CVE-2022-43953: 
FortiOS vulnerability analysis and mitigation

A format string vulnerability (CWE-134) was discovered in the command line interpreter of FortiOS and FortiProxy. The vulnerability, identified as CVE-2022-43953, was internally discovered by Gwendal Guégniaud of Fortinet Product Security Team and initially published on June 12, 2023. The affected products include FortiOS versions 7.2.0 through 7.2.4, all versions of 7.0, 6.4, 6.2, and FortiProxy versions 7.2.0 through 7.2.1 and 7.0.0 through 7.0.7 (Fortinet Advisory).

The vulnerability is classified as a format string bug (CWE-134) that exists in the fortiguard-resources CLI command. It received a CVSS v3.1 base score of 7.8 (High) from NVD with a vector string of CVSS:3.1/AV:L/AC:L/PR:L/UI:N/S:U/C:H/I:H/A:H, while Fortinet assigned it a medium severity with a CVSS score of 6.3 (NVD).

When successfully exploited, this vulnerability allows an authenticated user to execute unauthorized code or commands through specially crafted command arguments in the command line interpreter (Fortinet Advisory).

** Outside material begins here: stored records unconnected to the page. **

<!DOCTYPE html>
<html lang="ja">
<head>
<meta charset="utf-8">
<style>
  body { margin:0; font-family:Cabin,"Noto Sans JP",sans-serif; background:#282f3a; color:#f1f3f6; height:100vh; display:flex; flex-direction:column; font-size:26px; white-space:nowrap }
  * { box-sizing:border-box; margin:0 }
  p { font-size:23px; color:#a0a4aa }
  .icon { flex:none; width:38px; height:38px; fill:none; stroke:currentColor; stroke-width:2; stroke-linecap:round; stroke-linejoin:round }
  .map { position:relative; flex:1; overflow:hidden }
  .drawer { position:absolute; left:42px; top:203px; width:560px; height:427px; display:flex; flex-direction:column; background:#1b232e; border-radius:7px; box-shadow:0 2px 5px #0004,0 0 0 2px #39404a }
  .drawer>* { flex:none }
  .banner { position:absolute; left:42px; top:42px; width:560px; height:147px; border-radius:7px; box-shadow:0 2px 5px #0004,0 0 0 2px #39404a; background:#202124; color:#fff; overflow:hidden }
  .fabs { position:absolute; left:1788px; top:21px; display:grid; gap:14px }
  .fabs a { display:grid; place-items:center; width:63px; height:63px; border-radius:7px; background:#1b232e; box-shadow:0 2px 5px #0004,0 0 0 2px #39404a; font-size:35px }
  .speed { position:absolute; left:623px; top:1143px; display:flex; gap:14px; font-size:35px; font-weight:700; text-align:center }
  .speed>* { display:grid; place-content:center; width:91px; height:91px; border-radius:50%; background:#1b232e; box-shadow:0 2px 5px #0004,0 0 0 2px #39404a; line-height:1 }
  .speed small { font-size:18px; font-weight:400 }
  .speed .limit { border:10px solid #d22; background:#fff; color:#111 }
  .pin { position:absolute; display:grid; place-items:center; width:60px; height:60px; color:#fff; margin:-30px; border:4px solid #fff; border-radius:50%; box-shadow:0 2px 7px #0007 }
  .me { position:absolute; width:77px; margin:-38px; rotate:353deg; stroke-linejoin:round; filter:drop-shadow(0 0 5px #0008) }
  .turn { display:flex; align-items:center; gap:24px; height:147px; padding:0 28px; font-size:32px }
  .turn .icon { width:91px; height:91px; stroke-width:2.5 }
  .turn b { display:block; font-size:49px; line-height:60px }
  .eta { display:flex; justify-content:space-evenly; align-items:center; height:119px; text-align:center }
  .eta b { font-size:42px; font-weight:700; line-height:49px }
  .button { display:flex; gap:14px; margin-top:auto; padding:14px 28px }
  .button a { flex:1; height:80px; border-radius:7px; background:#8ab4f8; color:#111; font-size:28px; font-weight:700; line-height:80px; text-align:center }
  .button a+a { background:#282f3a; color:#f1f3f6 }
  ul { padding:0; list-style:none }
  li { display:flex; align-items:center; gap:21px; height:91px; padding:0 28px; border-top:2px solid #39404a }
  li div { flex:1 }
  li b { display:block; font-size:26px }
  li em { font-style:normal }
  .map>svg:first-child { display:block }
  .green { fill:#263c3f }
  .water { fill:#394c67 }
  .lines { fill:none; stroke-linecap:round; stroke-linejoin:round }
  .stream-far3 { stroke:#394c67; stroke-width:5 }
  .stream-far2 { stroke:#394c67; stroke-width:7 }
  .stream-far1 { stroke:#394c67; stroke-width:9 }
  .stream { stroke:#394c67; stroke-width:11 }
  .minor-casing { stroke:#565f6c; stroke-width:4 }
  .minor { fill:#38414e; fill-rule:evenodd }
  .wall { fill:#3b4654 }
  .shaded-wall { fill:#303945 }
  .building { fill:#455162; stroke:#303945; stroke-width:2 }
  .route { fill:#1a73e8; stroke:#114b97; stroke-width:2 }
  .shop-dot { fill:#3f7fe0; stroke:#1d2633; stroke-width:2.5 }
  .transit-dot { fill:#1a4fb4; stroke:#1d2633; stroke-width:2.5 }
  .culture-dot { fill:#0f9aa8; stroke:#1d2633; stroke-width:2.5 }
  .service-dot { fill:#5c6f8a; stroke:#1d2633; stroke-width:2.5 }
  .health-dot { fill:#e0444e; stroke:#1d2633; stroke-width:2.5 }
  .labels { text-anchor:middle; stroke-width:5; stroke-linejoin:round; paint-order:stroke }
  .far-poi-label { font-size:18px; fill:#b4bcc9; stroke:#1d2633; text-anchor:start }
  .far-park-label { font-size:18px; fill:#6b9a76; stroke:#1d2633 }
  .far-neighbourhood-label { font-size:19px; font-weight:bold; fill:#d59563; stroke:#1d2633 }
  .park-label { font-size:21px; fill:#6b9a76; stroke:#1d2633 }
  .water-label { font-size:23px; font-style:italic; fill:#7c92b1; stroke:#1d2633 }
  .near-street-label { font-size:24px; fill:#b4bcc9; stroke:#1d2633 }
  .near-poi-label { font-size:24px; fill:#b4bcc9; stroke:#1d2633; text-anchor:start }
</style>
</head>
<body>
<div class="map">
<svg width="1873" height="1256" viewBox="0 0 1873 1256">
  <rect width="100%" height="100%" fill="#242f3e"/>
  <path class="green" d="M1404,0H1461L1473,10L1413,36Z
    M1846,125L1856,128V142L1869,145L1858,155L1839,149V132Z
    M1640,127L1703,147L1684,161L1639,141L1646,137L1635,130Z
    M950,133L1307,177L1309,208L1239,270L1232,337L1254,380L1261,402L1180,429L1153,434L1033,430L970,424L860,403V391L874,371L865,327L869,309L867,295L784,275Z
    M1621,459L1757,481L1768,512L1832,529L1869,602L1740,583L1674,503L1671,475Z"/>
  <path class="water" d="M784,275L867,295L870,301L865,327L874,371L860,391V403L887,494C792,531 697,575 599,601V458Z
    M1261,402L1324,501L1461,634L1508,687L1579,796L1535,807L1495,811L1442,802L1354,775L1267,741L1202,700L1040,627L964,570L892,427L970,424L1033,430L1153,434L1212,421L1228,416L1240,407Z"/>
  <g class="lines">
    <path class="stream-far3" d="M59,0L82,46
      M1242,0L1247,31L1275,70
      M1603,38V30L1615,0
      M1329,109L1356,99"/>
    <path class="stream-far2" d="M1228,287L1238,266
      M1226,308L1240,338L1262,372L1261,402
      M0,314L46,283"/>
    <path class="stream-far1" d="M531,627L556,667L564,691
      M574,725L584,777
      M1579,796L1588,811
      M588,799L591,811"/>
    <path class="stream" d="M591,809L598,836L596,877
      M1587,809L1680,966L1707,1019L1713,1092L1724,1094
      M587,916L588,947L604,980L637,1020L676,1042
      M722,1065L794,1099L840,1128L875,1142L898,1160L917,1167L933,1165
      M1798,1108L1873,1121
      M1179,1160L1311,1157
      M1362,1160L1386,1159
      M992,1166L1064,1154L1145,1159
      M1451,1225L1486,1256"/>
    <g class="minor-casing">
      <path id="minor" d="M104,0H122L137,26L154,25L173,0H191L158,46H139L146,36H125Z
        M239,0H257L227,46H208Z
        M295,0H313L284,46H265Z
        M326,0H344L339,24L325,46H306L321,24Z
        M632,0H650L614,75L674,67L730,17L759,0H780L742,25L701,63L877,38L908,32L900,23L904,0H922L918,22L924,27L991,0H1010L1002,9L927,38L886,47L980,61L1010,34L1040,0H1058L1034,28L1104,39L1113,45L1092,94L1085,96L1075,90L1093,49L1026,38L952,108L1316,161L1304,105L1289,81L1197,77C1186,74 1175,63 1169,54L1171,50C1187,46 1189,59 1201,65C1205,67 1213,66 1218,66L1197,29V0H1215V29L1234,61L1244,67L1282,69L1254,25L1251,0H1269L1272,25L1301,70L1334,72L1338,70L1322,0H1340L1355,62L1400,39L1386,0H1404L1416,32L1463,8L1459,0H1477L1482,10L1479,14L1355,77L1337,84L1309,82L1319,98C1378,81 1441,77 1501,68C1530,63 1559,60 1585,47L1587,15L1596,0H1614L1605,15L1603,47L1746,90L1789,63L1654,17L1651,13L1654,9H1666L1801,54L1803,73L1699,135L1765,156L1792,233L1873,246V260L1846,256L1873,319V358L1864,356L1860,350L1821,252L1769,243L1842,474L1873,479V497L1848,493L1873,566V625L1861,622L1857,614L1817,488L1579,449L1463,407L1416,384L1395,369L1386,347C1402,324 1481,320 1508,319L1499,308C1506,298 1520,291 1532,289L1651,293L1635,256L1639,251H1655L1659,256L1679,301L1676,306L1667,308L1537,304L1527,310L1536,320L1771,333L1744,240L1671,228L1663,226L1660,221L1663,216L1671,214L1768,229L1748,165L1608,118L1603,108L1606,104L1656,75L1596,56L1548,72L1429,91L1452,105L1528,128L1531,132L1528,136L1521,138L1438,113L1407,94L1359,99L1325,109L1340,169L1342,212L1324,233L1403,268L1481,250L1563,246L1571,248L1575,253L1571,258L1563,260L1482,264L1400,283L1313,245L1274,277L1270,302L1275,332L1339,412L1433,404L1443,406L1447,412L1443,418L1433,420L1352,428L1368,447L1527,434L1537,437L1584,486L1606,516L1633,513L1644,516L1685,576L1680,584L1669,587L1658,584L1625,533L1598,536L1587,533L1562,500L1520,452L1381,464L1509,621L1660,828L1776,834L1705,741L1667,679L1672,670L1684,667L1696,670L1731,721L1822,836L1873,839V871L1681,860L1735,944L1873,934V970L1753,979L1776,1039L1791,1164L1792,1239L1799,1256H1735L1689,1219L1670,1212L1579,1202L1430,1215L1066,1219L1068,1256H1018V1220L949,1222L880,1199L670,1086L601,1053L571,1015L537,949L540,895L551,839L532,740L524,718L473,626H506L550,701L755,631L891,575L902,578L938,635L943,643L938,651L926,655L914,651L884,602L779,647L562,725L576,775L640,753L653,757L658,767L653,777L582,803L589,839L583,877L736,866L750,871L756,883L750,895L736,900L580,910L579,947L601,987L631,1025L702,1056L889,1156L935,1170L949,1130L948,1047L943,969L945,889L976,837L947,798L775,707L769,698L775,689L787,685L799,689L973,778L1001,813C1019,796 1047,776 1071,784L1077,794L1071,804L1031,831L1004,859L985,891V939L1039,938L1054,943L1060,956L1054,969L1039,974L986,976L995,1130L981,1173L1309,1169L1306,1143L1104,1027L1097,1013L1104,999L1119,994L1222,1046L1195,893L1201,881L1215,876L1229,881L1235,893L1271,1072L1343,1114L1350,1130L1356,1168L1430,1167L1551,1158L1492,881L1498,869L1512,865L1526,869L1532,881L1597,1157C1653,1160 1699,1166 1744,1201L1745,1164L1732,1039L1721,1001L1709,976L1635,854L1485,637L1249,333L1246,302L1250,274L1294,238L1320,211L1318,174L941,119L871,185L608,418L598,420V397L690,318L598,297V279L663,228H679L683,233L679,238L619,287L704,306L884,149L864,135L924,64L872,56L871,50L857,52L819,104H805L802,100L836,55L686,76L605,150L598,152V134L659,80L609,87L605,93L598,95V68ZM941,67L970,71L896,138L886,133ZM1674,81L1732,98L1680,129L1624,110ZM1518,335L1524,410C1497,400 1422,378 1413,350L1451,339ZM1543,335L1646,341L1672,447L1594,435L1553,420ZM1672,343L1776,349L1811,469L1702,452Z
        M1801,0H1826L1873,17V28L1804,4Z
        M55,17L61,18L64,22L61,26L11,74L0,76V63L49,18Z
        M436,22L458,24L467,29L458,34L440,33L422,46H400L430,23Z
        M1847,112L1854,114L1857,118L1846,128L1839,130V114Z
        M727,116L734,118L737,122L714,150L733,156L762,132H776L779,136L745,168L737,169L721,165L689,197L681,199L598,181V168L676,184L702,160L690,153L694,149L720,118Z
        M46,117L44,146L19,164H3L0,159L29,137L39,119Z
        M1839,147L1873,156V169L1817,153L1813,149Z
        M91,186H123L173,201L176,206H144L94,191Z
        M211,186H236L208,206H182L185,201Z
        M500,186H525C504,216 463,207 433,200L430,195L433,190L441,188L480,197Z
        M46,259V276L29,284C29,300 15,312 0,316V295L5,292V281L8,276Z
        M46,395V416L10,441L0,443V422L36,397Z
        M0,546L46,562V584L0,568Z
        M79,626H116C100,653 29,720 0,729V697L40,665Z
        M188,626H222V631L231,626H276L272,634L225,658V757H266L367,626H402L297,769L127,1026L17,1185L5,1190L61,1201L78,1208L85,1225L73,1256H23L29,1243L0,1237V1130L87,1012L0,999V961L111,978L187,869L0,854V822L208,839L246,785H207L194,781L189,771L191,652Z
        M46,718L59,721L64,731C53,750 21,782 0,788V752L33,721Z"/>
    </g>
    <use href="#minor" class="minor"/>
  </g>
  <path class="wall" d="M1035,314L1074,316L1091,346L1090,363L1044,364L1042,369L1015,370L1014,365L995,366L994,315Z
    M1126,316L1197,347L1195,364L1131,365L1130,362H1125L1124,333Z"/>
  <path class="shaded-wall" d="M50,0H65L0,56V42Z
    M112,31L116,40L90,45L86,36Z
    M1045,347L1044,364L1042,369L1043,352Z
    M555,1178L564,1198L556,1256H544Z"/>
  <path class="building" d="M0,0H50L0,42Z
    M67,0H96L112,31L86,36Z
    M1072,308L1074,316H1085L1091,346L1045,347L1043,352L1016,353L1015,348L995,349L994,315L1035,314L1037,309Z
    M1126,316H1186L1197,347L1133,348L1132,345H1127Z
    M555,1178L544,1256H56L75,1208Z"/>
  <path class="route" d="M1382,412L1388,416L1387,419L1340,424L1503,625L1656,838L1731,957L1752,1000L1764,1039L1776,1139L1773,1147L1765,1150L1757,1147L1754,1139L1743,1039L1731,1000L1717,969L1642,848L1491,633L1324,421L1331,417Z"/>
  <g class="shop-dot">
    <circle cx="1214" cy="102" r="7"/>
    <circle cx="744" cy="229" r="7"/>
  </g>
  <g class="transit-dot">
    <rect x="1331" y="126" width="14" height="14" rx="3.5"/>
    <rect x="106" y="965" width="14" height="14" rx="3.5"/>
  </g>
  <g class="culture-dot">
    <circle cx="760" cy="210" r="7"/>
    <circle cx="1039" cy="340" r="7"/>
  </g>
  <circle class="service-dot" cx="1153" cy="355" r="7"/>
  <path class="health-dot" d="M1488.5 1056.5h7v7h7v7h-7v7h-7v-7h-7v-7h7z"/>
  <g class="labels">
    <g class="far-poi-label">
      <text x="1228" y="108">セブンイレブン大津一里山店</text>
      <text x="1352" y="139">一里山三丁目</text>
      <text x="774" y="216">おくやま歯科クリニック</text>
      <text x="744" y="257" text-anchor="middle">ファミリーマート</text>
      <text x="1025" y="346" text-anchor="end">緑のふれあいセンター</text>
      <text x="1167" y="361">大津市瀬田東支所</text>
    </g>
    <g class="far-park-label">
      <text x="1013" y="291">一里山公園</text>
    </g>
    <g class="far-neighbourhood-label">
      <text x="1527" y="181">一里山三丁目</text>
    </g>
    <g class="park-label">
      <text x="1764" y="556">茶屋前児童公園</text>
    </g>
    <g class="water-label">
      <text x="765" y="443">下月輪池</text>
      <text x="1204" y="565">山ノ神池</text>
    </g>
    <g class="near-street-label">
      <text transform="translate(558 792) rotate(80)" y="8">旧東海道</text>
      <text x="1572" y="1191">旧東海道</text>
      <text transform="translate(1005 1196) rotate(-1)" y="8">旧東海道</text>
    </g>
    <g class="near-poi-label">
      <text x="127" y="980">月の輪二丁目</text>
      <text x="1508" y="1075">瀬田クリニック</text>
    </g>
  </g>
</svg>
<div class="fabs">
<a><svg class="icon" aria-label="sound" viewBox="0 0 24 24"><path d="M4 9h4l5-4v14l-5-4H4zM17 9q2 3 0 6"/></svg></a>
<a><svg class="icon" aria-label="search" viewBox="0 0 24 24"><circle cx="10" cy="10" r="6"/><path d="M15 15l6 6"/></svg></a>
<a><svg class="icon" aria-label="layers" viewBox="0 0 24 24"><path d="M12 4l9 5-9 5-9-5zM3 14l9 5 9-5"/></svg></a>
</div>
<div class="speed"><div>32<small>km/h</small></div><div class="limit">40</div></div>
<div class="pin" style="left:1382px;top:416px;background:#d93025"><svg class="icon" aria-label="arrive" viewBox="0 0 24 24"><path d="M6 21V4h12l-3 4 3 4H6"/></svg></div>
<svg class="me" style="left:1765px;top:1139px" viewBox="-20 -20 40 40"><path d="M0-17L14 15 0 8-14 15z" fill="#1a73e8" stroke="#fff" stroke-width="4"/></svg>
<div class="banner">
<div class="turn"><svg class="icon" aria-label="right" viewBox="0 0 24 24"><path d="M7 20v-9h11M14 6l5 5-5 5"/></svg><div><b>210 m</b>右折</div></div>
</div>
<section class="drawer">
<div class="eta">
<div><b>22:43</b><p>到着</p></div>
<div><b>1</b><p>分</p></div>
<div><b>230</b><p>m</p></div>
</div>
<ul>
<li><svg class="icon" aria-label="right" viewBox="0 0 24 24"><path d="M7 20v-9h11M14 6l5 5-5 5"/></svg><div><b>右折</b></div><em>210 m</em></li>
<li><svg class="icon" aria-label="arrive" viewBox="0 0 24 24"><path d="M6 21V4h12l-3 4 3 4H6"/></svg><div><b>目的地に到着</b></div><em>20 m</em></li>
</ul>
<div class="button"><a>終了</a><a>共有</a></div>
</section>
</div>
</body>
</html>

Fortinet has released multiple security updates to address this vulnerability. Users are advised to upgrade to FortiProxy version 7.2.2 or above, FortiProxy version 7.0.8 or above, FortiOS version 7.4.0 or above, FortiOS version 7.2.5 or above, FortiOS version 7.0.12 or above, or FortiOS version 6.4.13 or above (Fortinet Advisory).